Question

How can one detect a crawler / spider using PHP?

I'm currently working on a project where I need to keep track of each crawler's visit.
I know that you should use HTTP_USER_AGENT but I'm not really sure how to format the code for this purpose and i know that the USER AGENT can be changed very easy so i would also like to know if it is possible to add some more parameters to avoid spoofing?

Sample code of what i'm trying to do..

<?php
$user_agent = $_SERVER['HTTP_USER_AGENT'];
if (strpos( $user_agent, 'Google') !== false)
{
echo "Googlebot is here";
}
?>

Thank you

Was it helpful?

Solution

According to Verifying Googlebot:

You can verify that a bot accessing your server really is Googlebot (or another Google user-agent) by using a reverse DNS lookup, verifying that the name is in the googlebot.com domain, and then doing a forward DNS lookup using that googlebot name.

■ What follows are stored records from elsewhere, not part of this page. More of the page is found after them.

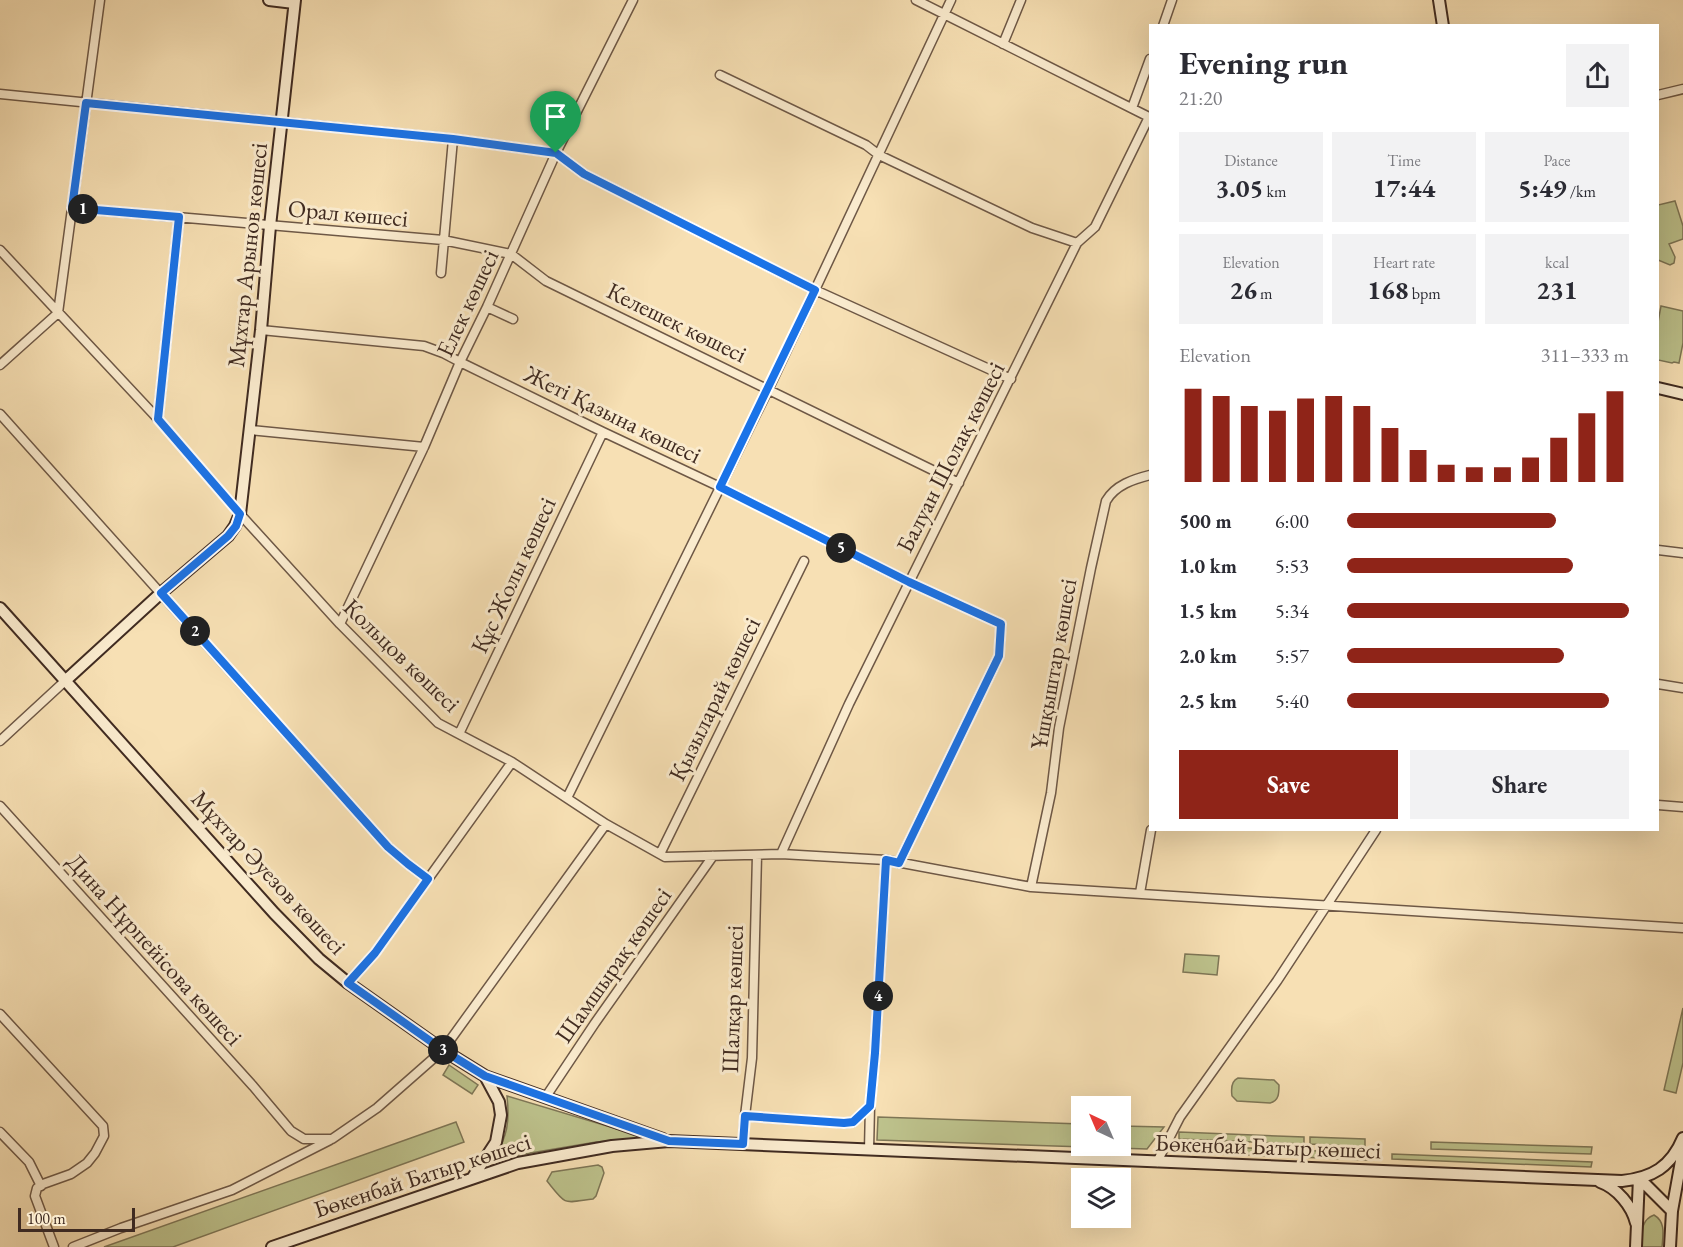 <!DOCTYPE html>
<meta charset="utf-8">
<style>
body{margin:0;font-family:"EB Garamond",serif;background:#f2f2f3;color:#2b2b33;height:100vh;display:flex;flex-direction:column;font-size:22px;white-space:nowrap}
*{box-sizing:border-box;margin:0}
p{font-size:20px;color:#7c7c81}
.icon{flex:none;width:33px;height:33px;fill:none;stroke:currentColor;stroke-width:2;stroke-linecap:round;stroke-linejoin:round}
.map{position:relative;flex:1;overflow:hidden}
.panel{position:absolute;left:1149px;top:24px;width:510px;height:807px;display:flex;flex-direction:column;background:#fff;border-radius:0px;box-shadow:0 6px 24px #0002}
.panel>*{flex:none}
.needle{width:39px;rotate:316deg}
.tools{position:absolute;left:1071px;top:1096px;display:grid;gap:12px}
.tools a{display:grid;place-items:center;width:60px;height:60px;border-radius:0px;background:#fff;box-shadow:0 6px 24px #0002;font-size:30px}
.scale{position:absolute;left:18px;bottom:15px;width:117px;box-sizing:border-box;padding-left:6px;border:3px solid #402b21;border-top:0;font-size:16px;line-height:21px;white-space:nowrap;color:#402b21;-webkit-text-stroke:4px #faebce;paint-order:stroke}
.pin{position:absolute;display:grid;place-items:center;width:51px;height:51px;color:#fff;margin:-62px -26px;border-radius:50% 50% 50% 0;rotate:-45deg;box-shadow:0 0 6px #0007}
.pin .icon{rotate:45deg}
.km{position:absolute;width:30px;height:30px;margin:-15px;border-radius:50%;background:#222;color:#fff;font-size:16px;line-height:30px;text-align:center}
.round{display:grid;place-items:center;flex:none;width:63px;height:63px;border-radius:0px;background:#f2f2f3}
.headline{display:flex;align-items:center;justify-content:space-between;height:102px;padding:0 30px}
h1{font-size:33px;font-weight:700;line-height:45px}
.figures{display:grid;grid-template-columns:repeat(3,1fr);gap:9px;height:102px;padding:6px 30px}
.figures div{display:grid;align-content:center;border-radius:0px;background:#f2f2f3;text-align:center}
.figures b{font-size:26px;font-weight:700}
.figures small{font-size:16px;font-weight:400}
.figures p{font-size:16px}
.chart{height:168px;padding:12px 30px}
.chart p{display:flex;justify-content:space-between}
.chart svg{width:100%;height:108px;margin-top:6px;stroke:#8f2418;stroke-width:6}
.button{display:flex;gap:12px;margin-top:auto;padding:12px 30px}
.button a{flex:1;height:69px;border-radius:0px;background:#8f2418;color:#fff;font-size:24px;font-weight:700;line-height:69px;text-align:center}
.button a+a{background:#f2f2f3;color:#2b2b33}
ul{padding:0 30px;list-style:none;font-size:20px}
li{display:grid;grid-template-columns:96px 72px 1fr;align-items:center;height:45px}
li i{height:15px;border-radius:8px;background:#8f2418}
.map>svg:first-child{display:block}
.green{fill:#bdc28c;stroke:#7e7656;stroke-width:1.5}
.lines{fill:none;stroke-linecap:round;stroke-linejoin:round}
.street-casing{stroke:#6e5846;stroke-width:11}
.secondary-casing{stroke:#402b21;stroke-width:14}
.street{stroke:#faebce;stroke-width:8}
.secondary{stroke:#faebce;stroke-width:10}
.route-casing{stroke:#fff;stroke-width:12}
.route{stroke:#1a73e8;stroke-width:8}
.labels{text-anchor:middle;dominant-baseline:central;stroke-width:6;stroke-linejoin:round;paint-order:stroke}
.street-label{font-size:24px;fill:#402b21;stroke:#faebce}
</style>
<div class="map">
<svg width="1683" height="1247" viewBox="0 0 1683 1247">
<rect width="100%" height="100%" fill="#f7e0b4"/>
<filter id="stains"><feTurbulence type="fractalNoise" baseFrequency=".00333" numOctaves="4"/><feColorMatrix values="0 0 0 0 .2 0 0 0 0 .09 0 0 0 0 .02 0 0 0 .5 -.17"/></filter>
<radialGradient id="worn" r=".72"><stop offset=".6" stop-color="#630" stop-opacity="0"/><stop offset="1" stop-color="#630" stop-opacity=".3"/></radialGradient>
<path class="green" d="M1675 201 1683 226V239L1669 244 1675 257 1674 263 1670 265 1658 260V205Z
M1661 306 1683 311V343L1679 363 1674 362 1672 363 1658 360V322Z
M1185 954 1219 956 1217 975 1183 972Z
M1683 1008V1063L1676 1093 1664 1090Z
M449 1065 478 1085 472 1094 443 1075Z
M1238 1078 1274 1080 1279 1085C1279 1093 1279 1101 1270 1103L1237 1101 1232 1096C1231 1089 1231 1081 1238 1078Z
M507 1096 647 1138 596 1142 495 1159C507 1134 510 1124 507 1096Z
M878 1117 1081 1124 1082 1146H1120L1121 1126 1164 1127 1147 1149 877 1140Z
M456 1122 464 1142 173 1247H104Z
M1179 1132 1304 1137V1144L1179 1139Z
M1310 1137 1365 1139V1147L1310 1144Z
M1431 1142 1592 1147 1591 1154 1431 1149Z
M1178 1145 1367 1153V1160L1180 1152Z
M1392 1154 1592 1162 1591 1167 1392 1159Z
M598 1165 602 1167 604 1173 596 1196 593 1199C562 1203 567 1206 547 1181L552 1172Z
M1654 1215C1666 1222 1663 1235 1662 1247H1641C1642 1234 1640 1220 1654 1215Z"/>
<g class="lines">
<g class="street-casing">
<path id="street" d="M1163 26 1172 0
M1003 44 1021 0
M720 75 866 145 879 155 1032 228 1077 243
M0 94 453 139 556 153 584 174 815 290 1011 379
M1658 95 1683 89
M1132 108 1150 59
M72 208 443 240 511 254 546 281 959 483
M0 250 158 419 240 514 340 624 438 723 512 762 606 824 665 857 781 854 886 860 1031 887 1683 928
M441 273 453 139
M487 307 513 319
M261 330 424 346 443 353 460 362 603 432 720 487 909 582 1001 624 999 656 899 863
M0 365 58 313 100 0
M0 414 388 847 408 864 428 879
M158 419 179 217
M250 430 424 447
M1658 550 1683 553
M340 624 424 447 460 362 487 307 556 153 633 0
M1658 684 1683 688
M459 734 603 432
M0 741 65 681
M567 798 769 388 951 0
M1658 805 1683 807
M0 806 253 1086 291 1131 304 1139H332L377 1108 443 1050 606 824
M660 854 804 561
M781 854 849 704 1077 243 1095 227 1149 117 916 0
M1031 887 1051 793 1059 728 1091 568 1106 501C1115 485 1134 479 1150 475
M1140 893 1151 830
M348 983 375 953 512 762
M0 1014 103 1126 104 1136 95 1153 87 1163 71 1174 43 1184 37 1188 35 1196 54 1247
M545 1098 595 1023 713 856
M745 1116 844 1123 853 1122 870 1106 875 1053 886 860
M0 1132 29 1162 41 1186
M743 1144 745 1116 752 1058 757 855
M869 1150 870 1106
M1157 1162 1180 1117 1277 981 1376 830
M73 1247 121 1228 232 1190 330 1140"/>
</g>
<g class="secondary-casing">
<path id="secondary" d="M269 0 294 3
M1439 0 1443 26
M1658 388 1683 394
M0 608 274 913 319 959 348 983 443 1050 485 1076 499 1102 501 1115 496 1142 473 1177
M65 681 161 593 228 536 235 526 240 514 261 330 270 226 295 0
M485 1076 663 1139
M1639 1178 1672 1211
M1600 1182C1617 1188 1632 1206 1636 1223
M272 1247 518 1163 612 1146 669 1141 1622 1181C1652 1178 1671 1167 1683 1138
M1636 1247 1639 1178
M1670 1247 1672 1211 1683 1150"/>
</g>
<use href="#street" class="street"/>
<use href="#secondary" class="secondary"/>
</g>
<g class="lines">
<g class="route-casing">
<path id="route" d="M86 103 453 139 556 153 584 174 815 290 720 487 909 582 1001 624 999 656 899 863 886 860 875 1053 870 1106 853 1122 844 1123 745 1116 743 1144 669 1141 485 1076 443 1050 348 983 375 953 428 879 408 864 388 847 161 593 228 536 236 526 240 514 158 419 179 217 72 208Z"/>
</g>
<use href="#route" class="route"/>
</g>
<g class="labels">
<g class="street-label">
<text transform="translate(348 213) rotate(5)">Орал көшесі</text>
<text transform="translate(247 255) rotate(-84)">Мұхтар Арынов көшесі</text>
<text transform="translate(467 303) rotate(-65)">Елек көшесі</text>
<text transform="translate(677 322) rotate(26)">Келешек көшесі</text>
<text transform="translate(613 414) rotate(26)">Жеті Қазына көшесі</text>
<text transform="translate(950 457) rotate(-63)">Балуан Шолақ көшесі</text>
<text transform="translate(513 575) rotate(-65)">Құс Жолы көшесі</text>
<text transform="translate(402 655) rotate(44)">Кольцов көшесі</text>
<text transform="translate(1053 664) rotate(-80)">Ұшқыштар көшесі</text>
<text transform="translate(714 699) rotate(-64)">Қызыларай көшесі</text>
<text transform="translate(269 872) rotate(47)">Мұхтар Әуезов көшесі</text>
<text transform="translate(155 949) rotate(48)">Дина Нұрпейісова көшесі</text>
<text transform="translate(613 965) rotate(-55)">Шамшырақ көшесі</text>
<text transform="translate(732 999) rotate(-88)">Шалқар көшесі</text>
<text transform="translate(1268 1146) rotate(2)">Бөкенбай Батыр көшесі</text>
<text transform="translate(422 1175) rotate(-18)">Бөкенбай Батыр көшесі</text>
</g>
</g>
<rect width="100%" height="100%" filter="url(#stains)"/>
<rect width="100%" height="100%" fill="url(#worn)"/>
</svg>
<div class="tools">
<a><svg class="needle" viewBox="-14 -14 28 28"><path d="M0-13l5 13h-10z" fill="#e53935"/><path d="M0 13l5-13h-10z" fill="#7c7c81"/></svg></a>
<a><svg class="icon" aria-label="layers" viewBox="0 0 24 24"><path d="M12 4l9 5-9 5-9-5zM3 14l9 5 9-5"/></svg></a>
</div>
<div class="scale">100 m</div>
<div class="pin" style="left:556px;top:153px;background:#1e9e55"><svg class="icon" aria-label="arrive" viewBox="0 0 24 24"><path d="M6 21V4h12l-3 4 3 4H6"/></svg></div>
<b class="km" style="left:83px;top:209px">1</b>
<b class="km" style="left:195px;top:631px">2</b>
<b class="km" style="left:443px;top:1050px">3</b>
<b class="km" style="left:878px;top:996px">4</b>
<b class="km" style="left:841px;top:548px">5</b>
<section class="panel">
<div class="headline"><div><h1>Evening run</h1><p>21:20</p></div><a class="round"><svg class="icon" aria-label="share" viewBox="0 0 24 24"><path d="M12 15V3M7 8l5-5 5 5M5 13v7h14v-7"/></svg></a></div>
<div class="figures">
<div><p>Distance</p><b>3.05<small> km</small></b></div>
<div><p>Time</p><b>17:44</b></div>
<div><p>Pace</p><b>5:49<small> /km</small></b></div>
</div>
<div class="figures">
<div><p>Elevation</p><b>26<small> m</small></b></div>
<div><p>Heart rate</p><b>168<small> bpm</small></b></div>
<div><p>kcal</p><b>231</b></div>
</div>
<div class="chart"><p><span>Elevation</span>311–333 m</p>
<svg viewBox="0 0 160 44" preserveAspectRatio="none"><path d="M5 44V6M15 44V9M25 44V13M35 44V15M45 44V10M55 44V9M65 44V13M75 44V22M85 44V31M95 44V37M105 44V38M115 44V38M125 44V34M135 44V26M145 44V16M155 44V7"/></svg>
</div>
<ul>
<li><b>500 m</b>6:00<i style="width:74%"></i></li>
<li><b>1.0 km</b>5:53<i style="width:80%"></i></li>
<li><b>1.5 km</b>5:34<i style="width:100%"></i></li>
<li><b>2.0 km</b>5:57<i style="width:77%"></i></li>
<li><b>2.5 km</b>5:40<i style="width:93%"></i></li>
</ul>
<div class="button"><a>Save</a><a>Share</a></div>
</section>
</div>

This is useful if you're concerned that spammers or other troublemakers are accessing your site while claiming to be Googlebot.

For example:

host 66.249.66.1
1.66.249.66.in-addr.arpa domain name pointer
crawl-66-249-66-1.googlebot.com.

host crawl-66-249-66-1.googlebot.com
crawl-66-249-66-1.googlebot.com has address 66.249.66.1
Google doesn't post a public list of IP addresses for webmasters to whitelist. This is because these IP address ranges can change, causing problems for any webmasters who have hard coded them. The best way to identify accesses by Googlebot is to use the user-agent (Googlebot).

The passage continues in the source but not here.